Considering these findings, we investigated1 whether chronic THC exposure at young ages could make the 5HT2A to recruit specific Gαi/o proteins, like the hallucinogenic drugs do, and therefore to induce psychosis.
For investigating this, we treated young mice (at a stage of brain development similar to that when human adolescence occurs) with high doses of THC (the psychoactive component of cannabis) during a long period (30 days) (trying to mimic the high potent cannabis consume in adolescents). After the treatment and before making any study, we left the animals free of THC for five days, for allowing the body to eliminate the entire drug from it.
We first studied if THC administration was able to induce psychosis. For that purpose, we submitted the animals to the pre-pulse inhibition test (PPI). This test evaluates the behaviour of the mice and gives us information about the capability of the animals to integrate the sensorial (auditory) information. This very useful test has been widely used in patients with schizophrenia, who have alterations in their ability to filter and integrate the sensorial information. This PPI test has crossed from the clinical sphere to the basic research laboratories and results very useful for the evaluation of the psychotic-state of the mice.
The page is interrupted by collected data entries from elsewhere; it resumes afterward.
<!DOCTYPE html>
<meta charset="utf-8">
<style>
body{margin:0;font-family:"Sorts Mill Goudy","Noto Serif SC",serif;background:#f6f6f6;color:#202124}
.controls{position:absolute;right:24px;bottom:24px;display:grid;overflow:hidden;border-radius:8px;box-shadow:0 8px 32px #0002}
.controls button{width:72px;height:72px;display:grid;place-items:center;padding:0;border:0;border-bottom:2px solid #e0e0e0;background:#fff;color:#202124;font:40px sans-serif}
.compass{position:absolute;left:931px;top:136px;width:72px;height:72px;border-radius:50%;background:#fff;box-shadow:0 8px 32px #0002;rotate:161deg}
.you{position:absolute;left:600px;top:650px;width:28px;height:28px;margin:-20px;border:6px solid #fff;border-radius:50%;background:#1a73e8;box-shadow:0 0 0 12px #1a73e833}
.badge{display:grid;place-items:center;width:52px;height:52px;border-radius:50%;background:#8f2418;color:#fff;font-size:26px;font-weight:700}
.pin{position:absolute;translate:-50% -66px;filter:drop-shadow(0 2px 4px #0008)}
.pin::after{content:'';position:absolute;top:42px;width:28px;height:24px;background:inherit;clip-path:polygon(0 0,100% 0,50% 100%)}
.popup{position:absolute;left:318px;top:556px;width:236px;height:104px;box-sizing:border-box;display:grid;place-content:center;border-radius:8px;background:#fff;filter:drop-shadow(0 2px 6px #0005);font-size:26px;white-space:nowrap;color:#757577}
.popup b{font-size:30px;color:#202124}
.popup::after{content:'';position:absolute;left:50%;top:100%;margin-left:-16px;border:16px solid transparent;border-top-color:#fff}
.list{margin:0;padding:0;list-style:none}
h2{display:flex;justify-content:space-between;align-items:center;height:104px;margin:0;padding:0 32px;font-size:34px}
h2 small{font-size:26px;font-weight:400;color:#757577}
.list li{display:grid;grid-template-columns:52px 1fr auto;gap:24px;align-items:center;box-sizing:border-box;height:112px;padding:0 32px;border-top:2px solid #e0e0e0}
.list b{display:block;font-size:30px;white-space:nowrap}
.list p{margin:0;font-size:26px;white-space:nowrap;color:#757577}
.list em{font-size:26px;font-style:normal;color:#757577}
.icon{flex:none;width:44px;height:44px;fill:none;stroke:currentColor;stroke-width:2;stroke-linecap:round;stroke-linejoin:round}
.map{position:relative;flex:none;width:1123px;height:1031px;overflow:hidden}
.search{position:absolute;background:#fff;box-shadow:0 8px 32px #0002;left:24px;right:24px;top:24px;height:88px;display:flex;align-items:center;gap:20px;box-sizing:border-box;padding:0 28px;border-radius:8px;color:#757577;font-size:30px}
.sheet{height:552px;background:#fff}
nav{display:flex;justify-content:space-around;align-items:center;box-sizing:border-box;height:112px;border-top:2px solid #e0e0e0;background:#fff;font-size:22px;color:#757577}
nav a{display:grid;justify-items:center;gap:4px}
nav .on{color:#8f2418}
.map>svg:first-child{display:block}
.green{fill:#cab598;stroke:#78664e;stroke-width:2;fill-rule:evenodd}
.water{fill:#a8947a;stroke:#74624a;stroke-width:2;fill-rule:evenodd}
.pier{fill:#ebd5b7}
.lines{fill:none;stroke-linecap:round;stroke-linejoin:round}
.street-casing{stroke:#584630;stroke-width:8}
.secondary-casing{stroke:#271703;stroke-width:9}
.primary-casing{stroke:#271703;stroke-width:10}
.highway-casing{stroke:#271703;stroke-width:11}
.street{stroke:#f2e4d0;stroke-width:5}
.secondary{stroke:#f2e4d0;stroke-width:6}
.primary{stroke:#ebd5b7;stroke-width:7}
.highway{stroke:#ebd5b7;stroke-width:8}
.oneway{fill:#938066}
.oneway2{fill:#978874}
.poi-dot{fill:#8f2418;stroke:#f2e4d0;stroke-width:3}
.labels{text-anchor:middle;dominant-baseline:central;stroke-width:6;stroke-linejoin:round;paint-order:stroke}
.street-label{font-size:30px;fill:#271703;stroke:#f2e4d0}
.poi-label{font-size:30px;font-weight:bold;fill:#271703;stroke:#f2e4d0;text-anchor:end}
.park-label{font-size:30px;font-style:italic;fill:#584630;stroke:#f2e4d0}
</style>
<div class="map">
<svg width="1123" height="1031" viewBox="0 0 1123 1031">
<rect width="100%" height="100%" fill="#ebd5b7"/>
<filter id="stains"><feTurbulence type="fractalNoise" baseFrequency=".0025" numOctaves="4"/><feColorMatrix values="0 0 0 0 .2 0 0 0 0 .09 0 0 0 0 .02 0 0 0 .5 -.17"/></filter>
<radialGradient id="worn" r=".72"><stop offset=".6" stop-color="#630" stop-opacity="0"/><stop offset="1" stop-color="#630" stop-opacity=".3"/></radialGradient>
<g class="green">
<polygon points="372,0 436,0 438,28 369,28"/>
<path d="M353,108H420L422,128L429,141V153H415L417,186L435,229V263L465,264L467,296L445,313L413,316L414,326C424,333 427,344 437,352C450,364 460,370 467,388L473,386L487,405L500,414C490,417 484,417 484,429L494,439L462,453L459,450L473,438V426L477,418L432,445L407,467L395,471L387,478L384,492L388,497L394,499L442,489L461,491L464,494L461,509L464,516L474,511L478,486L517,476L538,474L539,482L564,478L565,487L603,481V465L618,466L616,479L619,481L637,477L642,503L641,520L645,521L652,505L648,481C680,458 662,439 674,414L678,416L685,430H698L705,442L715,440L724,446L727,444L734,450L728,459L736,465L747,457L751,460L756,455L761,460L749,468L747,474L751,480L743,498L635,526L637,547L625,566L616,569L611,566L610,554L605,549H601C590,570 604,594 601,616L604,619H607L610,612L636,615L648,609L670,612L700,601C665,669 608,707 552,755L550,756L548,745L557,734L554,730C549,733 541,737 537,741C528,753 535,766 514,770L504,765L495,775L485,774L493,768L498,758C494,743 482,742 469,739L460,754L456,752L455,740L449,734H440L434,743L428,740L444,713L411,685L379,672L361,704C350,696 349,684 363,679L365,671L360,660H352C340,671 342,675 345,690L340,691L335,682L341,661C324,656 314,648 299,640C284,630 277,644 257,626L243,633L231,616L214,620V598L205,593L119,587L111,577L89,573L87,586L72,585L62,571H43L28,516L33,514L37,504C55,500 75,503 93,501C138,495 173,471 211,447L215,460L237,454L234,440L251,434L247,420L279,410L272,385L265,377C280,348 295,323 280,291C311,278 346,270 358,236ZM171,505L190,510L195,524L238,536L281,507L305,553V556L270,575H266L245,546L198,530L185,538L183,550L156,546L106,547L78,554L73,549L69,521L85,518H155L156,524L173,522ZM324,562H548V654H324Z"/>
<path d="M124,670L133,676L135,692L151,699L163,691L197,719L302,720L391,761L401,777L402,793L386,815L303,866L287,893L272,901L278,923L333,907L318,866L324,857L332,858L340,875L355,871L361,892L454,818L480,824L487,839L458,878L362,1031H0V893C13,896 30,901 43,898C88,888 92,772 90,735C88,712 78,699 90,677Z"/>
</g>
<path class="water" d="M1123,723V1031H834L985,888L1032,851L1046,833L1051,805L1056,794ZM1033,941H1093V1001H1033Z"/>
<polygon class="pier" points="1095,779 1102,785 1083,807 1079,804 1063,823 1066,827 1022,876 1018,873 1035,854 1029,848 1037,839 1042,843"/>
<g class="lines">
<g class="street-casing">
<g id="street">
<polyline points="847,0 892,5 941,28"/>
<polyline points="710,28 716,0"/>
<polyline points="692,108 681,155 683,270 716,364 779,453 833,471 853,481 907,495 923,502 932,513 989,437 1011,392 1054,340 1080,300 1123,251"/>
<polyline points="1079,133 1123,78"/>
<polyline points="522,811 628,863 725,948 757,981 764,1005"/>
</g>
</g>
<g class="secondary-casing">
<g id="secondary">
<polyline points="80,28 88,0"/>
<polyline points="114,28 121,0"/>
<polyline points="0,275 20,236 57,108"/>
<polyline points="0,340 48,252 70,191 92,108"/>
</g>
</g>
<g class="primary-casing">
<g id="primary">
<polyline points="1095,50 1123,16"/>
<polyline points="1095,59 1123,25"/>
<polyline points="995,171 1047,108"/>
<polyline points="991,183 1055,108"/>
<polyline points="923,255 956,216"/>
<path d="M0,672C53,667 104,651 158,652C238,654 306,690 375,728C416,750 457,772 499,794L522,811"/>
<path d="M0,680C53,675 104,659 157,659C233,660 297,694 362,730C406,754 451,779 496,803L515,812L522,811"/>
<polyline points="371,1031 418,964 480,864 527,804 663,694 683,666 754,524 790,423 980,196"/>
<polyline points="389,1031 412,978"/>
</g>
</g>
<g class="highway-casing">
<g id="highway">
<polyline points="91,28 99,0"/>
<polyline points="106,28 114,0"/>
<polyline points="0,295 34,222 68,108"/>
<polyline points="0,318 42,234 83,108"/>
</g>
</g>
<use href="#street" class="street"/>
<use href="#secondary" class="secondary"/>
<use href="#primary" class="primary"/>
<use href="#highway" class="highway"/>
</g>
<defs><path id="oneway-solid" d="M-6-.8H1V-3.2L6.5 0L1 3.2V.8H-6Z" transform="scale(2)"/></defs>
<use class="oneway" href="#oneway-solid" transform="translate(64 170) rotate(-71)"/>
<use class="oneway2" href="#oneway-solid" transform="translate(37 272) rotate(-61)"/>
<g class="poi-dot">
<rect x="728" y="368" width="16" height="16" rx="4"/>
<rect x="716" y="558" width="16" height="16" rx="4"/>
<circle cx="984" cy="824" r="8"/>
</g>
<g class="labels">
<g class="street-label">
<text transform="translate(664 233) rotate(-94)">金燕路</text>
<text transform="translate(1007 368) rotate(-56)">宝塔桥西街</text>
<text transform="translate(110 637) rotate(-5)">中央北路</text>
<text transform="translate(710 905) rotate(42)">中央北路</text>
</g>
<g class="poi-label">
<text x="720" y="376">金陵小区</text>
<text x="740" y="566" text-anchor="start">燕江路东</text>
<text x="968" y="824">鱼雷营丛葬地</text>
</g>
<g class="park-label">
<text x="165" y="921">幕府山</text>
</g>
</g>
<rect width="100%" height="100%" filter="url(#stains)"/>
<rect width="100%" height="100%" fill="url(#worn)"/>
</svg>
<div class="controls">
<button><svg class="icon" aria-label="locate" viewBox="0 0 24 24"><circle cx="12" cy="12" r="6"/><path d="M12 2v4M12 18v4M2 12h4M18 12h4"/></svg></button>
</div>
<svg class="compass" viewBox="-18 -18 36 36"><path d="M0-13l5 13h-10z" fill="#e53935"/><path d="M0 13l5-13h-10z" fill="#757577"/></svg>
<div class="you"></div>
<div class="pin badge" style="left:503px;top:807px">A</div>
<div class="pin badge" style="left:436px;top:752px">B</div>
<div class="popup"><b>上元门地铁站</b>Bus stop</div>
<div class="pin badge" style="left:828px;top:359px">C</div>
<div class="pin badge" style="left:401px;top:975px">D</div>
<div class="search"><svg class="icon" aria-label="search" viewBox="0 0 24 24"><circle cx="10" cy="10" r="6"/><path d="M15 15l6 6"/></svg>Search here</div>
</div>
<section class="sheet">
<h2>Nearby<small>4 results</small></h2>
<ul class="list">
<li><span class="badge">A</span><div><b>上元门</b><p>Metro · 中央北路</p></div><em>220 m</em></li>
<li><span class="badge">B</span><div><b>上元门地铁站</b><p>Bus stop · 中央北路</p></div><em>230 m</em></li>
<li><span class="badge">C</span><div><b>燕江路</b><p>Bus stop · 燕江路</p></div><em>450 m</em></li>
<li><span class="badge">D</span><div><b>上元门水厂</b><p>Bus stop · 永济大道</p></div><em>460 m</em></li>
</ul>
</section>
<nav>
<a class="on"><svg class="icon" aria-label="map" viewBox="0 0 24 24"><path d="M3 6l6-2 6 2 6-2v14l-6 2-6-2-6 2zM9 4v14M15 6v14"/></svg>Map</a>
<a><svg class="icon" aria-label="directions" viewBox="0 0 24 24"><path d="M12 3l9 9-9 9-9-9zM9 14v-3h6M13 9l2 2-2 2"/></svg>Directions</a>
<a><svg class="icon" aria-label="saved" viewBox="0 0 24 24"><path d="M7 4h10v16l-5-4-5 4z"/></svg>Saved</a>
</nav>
What we found was that THC by itself was not able to induce psychosis in the mice. However, when we gave DOI (a hallucinogenic 5HT2A receptor agonist) to the animals previously treated with THC, they displayed much more psychosis than the animals treated only with DOI. It seemed like THC was somehow “preparing” the 5HT2A receptors to receive the hallucinogen drug DOI and potentiate its action. Therefore, we decided to study the status of 5HT2A receptors in the brain of these mice treated chronically with THC.
We used an experimental approach called SPA (scintillation proximity assay) that allows us to determine which of all G-proteins is recruiting the 5HT2A receptor when is activated by a ligand. Surprisingly, we found that when we gave the hallucinogen drug DOI, in mice treated with THC, the “hallucinogenic” intracellular pathway through Gαi/o proteins was potentiated while the “non-hallucinogenic” canonical pathway through Gαq/11-proteins remained unaltered.
In summary, the present study demonstrates that chronic THC exposure leads to the over-activation of a pro-hallucinogenic signalling pathway of 5-HT2A receptors. Findings of the present work describe, for the first time, the molecular mechanisms underlying the link between cannabis abuse and susceptibility to schizophrenia.